__Stored data__:
▼
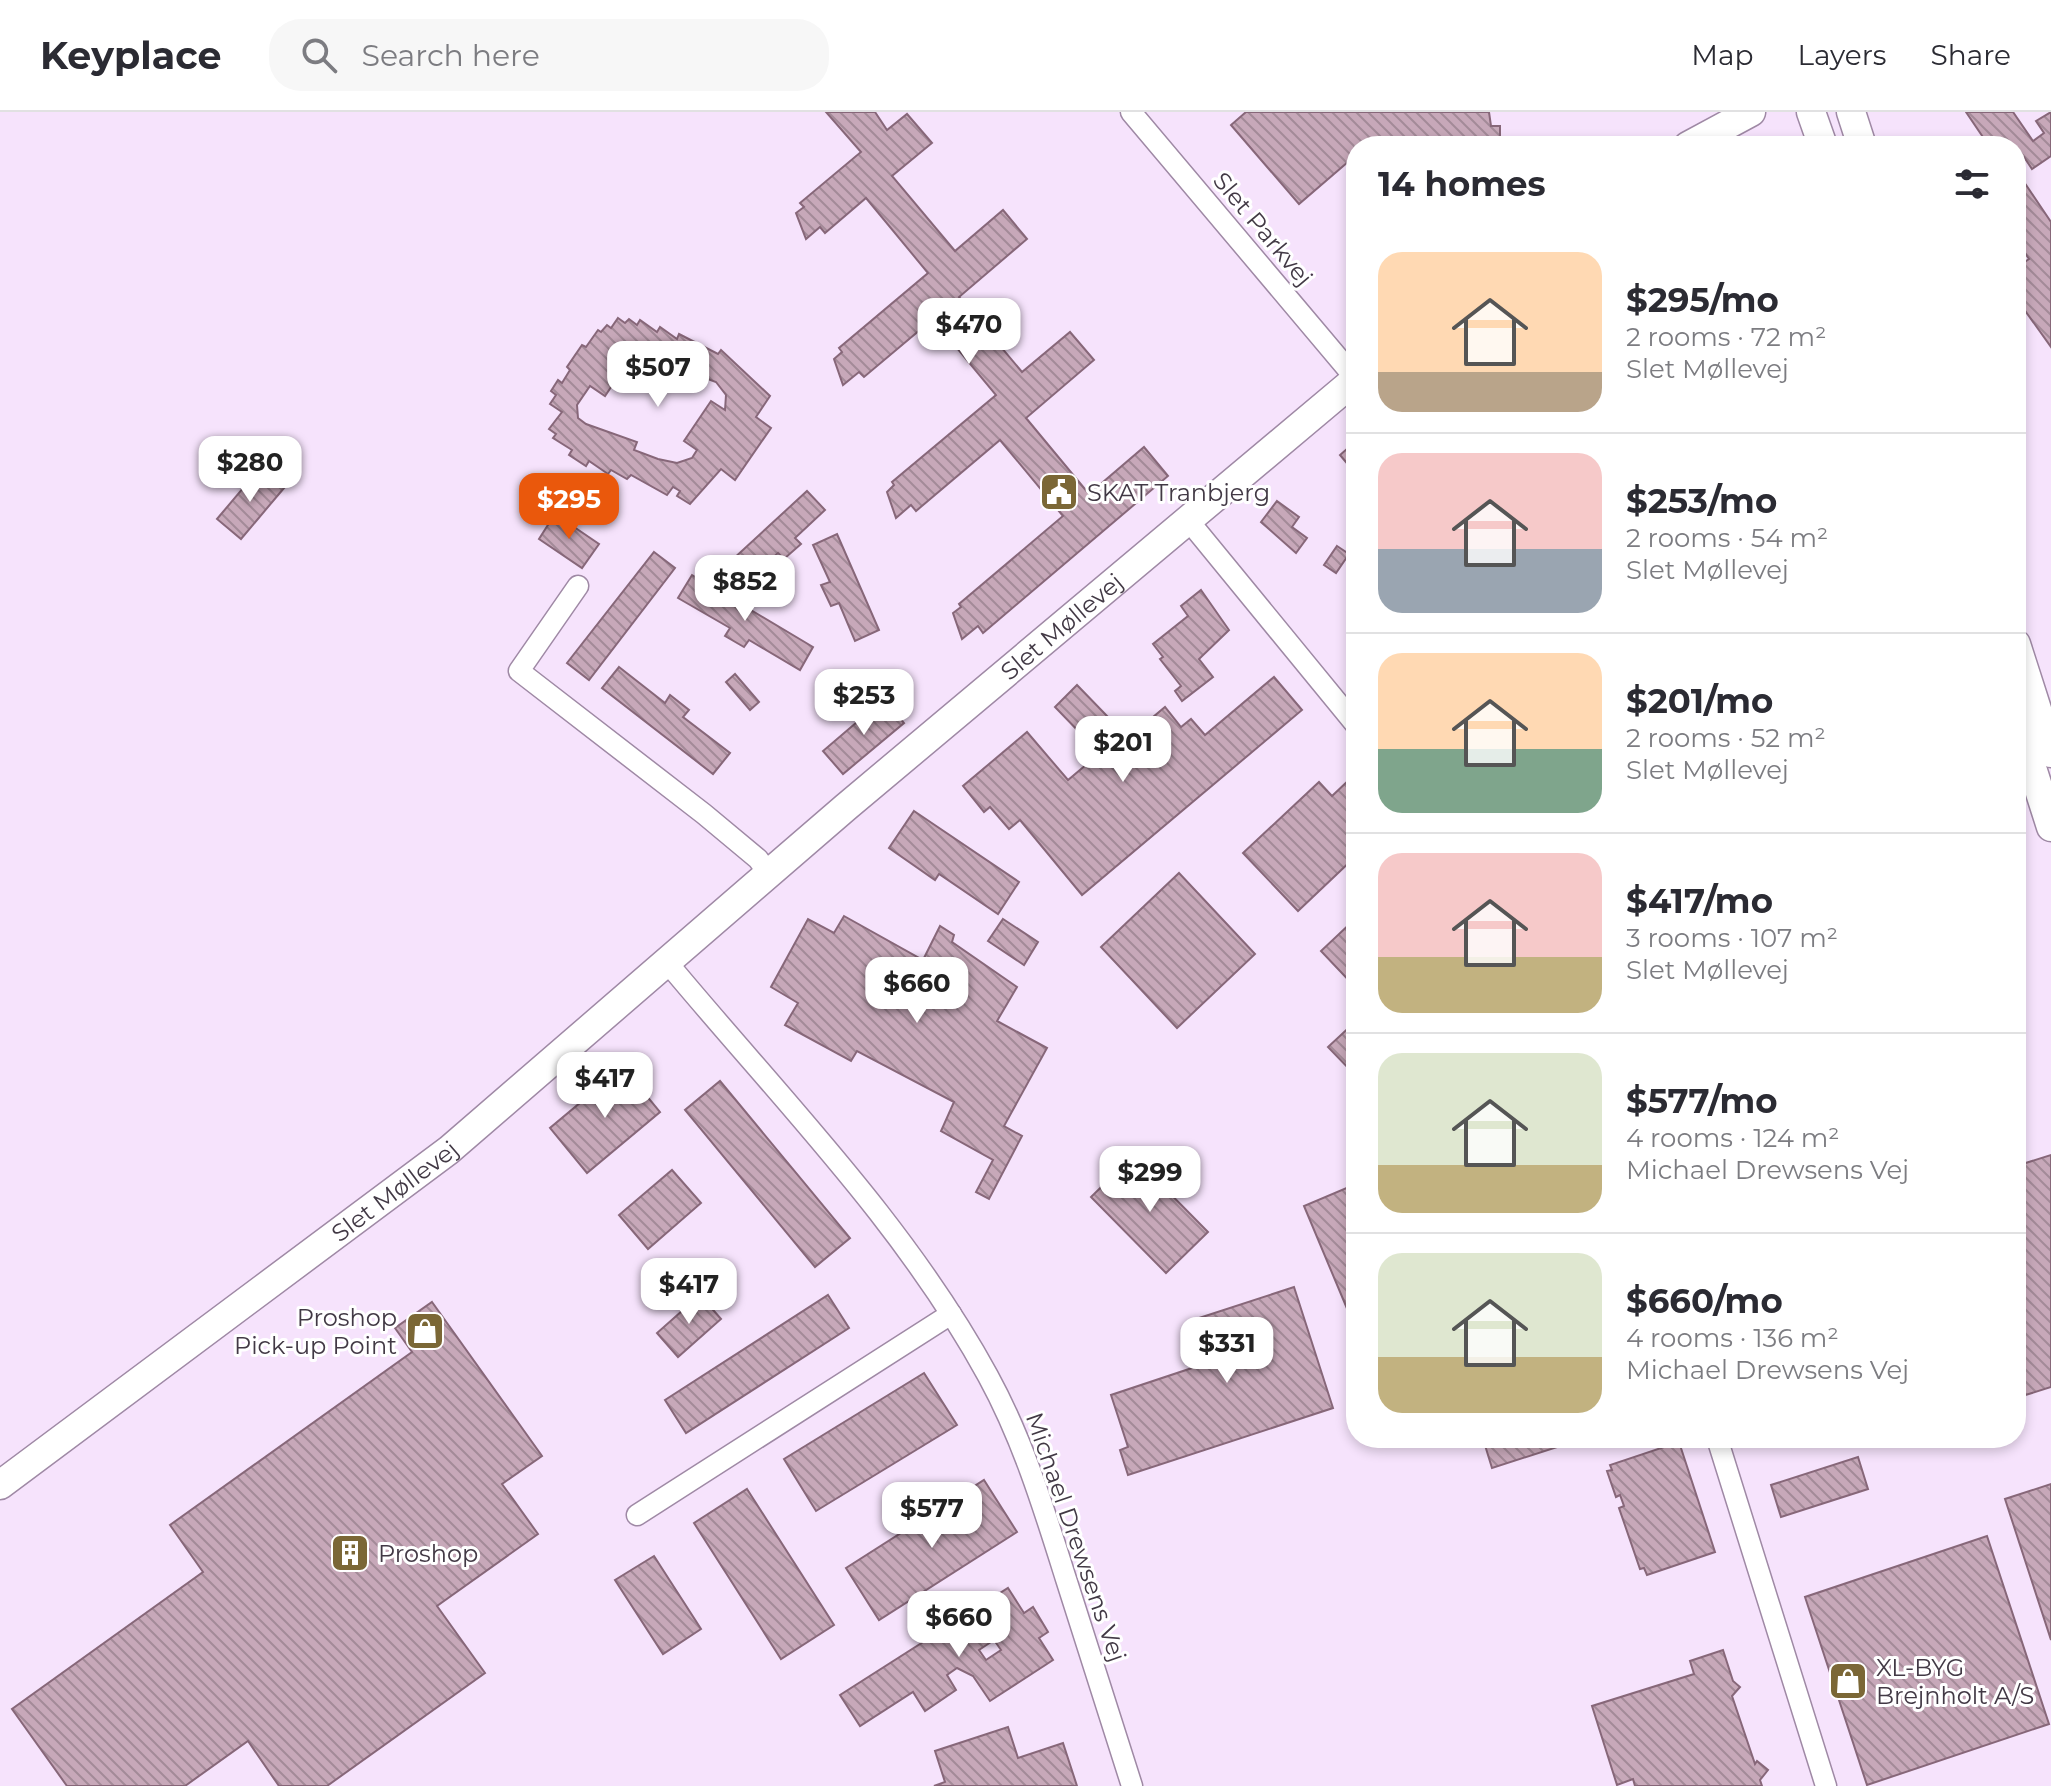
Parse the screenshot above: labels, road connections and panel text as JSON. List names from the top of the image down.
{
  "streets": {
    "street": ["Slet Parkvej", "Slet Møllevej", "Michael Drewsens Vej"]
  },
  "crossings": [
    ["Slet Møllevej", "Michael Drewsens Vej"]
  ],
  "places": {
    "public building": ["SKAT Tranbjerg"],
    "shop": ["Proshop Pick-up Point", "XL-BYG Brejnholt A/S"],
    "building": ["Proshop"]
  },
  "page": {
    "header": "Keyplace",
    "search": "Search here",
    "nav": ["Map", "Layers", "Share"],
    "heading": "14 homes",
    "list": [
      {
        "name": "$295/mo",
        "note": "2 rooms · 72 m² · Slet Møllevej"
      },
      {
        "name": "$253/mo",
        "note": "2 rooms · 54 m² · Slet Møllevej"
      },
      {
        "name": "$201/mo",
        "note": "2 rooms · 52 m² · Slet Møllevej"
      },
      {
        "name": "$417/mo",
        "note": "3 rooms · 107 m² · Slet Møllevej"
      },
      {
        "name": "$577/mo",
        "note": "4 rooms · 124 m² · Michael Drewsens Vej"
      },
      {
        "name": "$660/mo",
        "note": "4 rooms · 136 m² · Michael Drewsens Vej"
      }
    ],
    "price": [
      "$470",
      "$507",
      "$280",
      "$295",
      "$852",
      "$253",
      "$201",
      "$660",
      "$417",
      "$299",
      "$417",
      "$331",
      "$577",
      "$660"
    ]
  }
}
▲
__Assignment__: Pictures stay out; the data above is to be returned exactly.

__Task answer__:
Parse the screenshot above: labels, road connections and panel text as JSON. List names from the top of the image down.
{
  "streets": {
    "street": ["Slet Parkvej", "Slet Møllevej", "Michael Drewsens Vej"]
  },
  "crossings": [
    ["Slet Møllevej", "Michael Drewsens Vej"]
  ],
  "places": {
    "public building": ["SKAT Tranbjerg"],
    "shop": ["Proshop Pick-up Point", "XL-BYG Brejnholt A/S"],
    "building": ["Proshop"]
  },
  "page": {
    "header": "Keyplace",
    "search": "Search here",
    "nav": ["Map", "Layers", "Share"],
    "heading": "14 homes",
    "list": [
      {
        "name": "$295/mo",
        "note": "2 rooms · 72 m² · Slet Møllevej"
      },
      {
        "name": "$253/mo",
        "note": "2 rooms · 54 m² · Slet Møllevej"
      },
      {
        "name": "$201/mo",
        "note": "2 rooms · 52 m² · Slet Møllevej"
      },
      {
        "name": "$417/mo",
        "note": "3 rooms · 107 m² · Slet Møllevej"
      },
      {
        "name": "$577/mo",
        "note": "4 rooms · 124 m² · Michael Drewsens Vej"
      },
      {
        "name": "$660/mo",
        "note": "4 rooms · 136 m² · Michael Drewsens Vej"
      }
    ],
    "price": [
      "$470",
      "$507",
      "$280",
      "$295",
      "$852",
      "$253",
      "$201",
      "$660",
      "$417",
      "$299",
      "$417",
      "$331",
      "$577",
      "$660"
    ]
  }
}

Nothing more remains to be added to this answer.